Un État Métabolique et Épigénétique Distinct Propulse l'Immunité Entraînée dans les Macrophages Dérivés des HSCs des Souris Auto-immunes
État métabolique et épigénétique des macrophages dérivés de HSC dans les maladies auto-immunes et mécanisme de leur impulsion sur l’immunité entraînée
Contexte de la recherche
Dans le contexte des maladies auto-immunes (Autoimmune Diseases, AD), des recherches ont montré que l’activation prolongée du système immunitaire et la réponse inflammatoire affectent non seulement les cellules immunitaires matures, mais ont également un impact profond sur les cellules souches hématopoïétiques (Hematopoietic Stem Cells, HSCs). Chez les patients atteints de maladies auto-immunes, il existe un grand nombre de cellules myéloïdes activées qui, en produisant des cytokines inflammatoires, déclenchent l’activation des cellules T auto-immunes même en l’absence de stimulation du récepteur des cellules T (TCR), aggravant ainsi le développement pathologique de la maladie. Cependant, la question de savoir si les cellules souches hématopoïétiques sont également affectées dans ce processus et jouent un rôle clé dans la réponse immunitaire ultérieure reste une problématique importante.

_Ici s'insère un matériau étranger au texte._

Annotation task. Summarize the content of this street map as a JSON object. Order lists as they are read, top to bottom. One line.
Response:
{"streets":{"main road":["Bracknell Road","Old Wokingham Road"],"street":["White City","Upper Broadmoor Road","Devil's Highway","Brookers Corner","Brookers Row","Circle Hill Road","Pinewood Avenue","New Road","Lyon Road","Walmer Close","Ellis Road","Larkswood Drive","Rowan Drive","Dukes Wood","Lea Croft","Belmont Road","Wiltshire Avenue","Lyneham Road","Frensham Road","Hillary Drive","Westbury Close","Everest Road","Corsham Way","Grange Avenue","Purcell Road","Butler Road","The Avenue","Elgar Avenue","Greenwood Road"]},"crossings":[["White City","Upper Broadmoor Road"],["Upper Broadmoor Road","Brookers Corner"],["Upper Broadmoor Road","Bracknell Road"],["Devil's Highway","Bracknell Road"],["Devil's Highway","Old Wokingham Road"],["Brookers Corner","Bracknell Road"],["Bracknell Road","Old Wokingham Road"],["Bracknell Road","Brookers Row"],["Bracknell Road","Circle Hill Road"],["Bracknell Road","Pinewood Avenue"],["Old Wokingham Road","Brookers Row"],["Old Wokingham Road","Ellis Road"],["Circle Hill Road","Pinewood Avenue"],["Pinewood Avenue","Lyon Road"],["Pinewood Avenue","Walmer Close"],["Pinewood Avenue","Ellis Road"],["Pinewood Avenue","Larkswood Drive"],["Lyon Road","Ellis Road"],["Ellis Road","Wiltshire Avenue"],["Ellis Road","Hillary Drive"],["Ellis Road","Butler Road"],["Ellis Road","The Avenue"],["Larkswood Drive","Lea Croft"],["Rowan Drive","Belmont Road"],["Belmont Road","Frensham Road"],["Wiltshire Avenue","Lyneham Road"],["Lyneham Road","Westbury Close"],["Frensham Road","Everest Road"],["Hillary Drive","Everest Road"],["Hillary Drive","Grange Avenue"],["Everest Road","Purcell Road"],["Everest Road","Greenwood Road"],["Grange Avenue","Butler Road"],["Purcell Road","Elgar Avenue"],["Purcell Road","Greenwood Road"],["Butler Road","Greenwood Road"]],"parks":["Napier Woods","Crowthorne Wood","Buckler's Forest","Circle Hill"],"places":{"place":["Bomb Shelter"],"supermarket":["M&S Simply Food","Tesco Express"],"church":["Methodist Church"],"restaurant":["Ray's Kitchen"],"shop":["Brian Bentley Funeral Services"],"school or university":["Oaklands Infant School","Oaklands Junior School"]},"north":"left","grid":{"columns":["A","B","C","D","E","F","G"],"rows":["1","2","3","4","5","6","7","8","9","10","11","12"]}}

L’état inflammatoire des cellules myéloïdes présentes chez les patients atteints de maladies auto-immunes est étroitement lié au mécanisme de « l’immunité entraînée » (Trained Immunity, TI). L’immunité entraînée fait référence à la réponse “mémoire” du système immunitaire inné après une première exposition à un pathogène, qui se manifeste par une réponse immunitaire renforcée lors d’une seconde exposition. Cette réponse immunitaire renforcée se caractérise non seulement par une expression élevée de cytokines, mais est également accompagnée d’une reprogrammation des voies métaboliques, notamment une augmentation de la glycolyse et une activation associée du cycle de l’acide tricarboxylique (Cycle TCA). Les métabolites produits par cette activité métabolique sont essentiels pour le reprogrammage épigénétique. Cependant, il reste à vérifier si l’immunité entraînée peut être établie et persister dans les cellules souches hématopoïétiques, et se manifester dans les cellules descendantes avec des fonctions immunitaires similaires renforcées.
Source de la recherche
Cet article a été rédigé par Taylor S. Mills et les membres de son équipe, les chercheurs étant principalement issus de l’University of Colorado Anschutz Medical Campus aux États-Unis et du Baylor College of Medicine, entre autres instituts de recherche. L’étude a été publiée dans le journal « Cell Stem Cell » le 7 novembre 2024, l’auteur correspondant étant le Dr Eric M. Pietras.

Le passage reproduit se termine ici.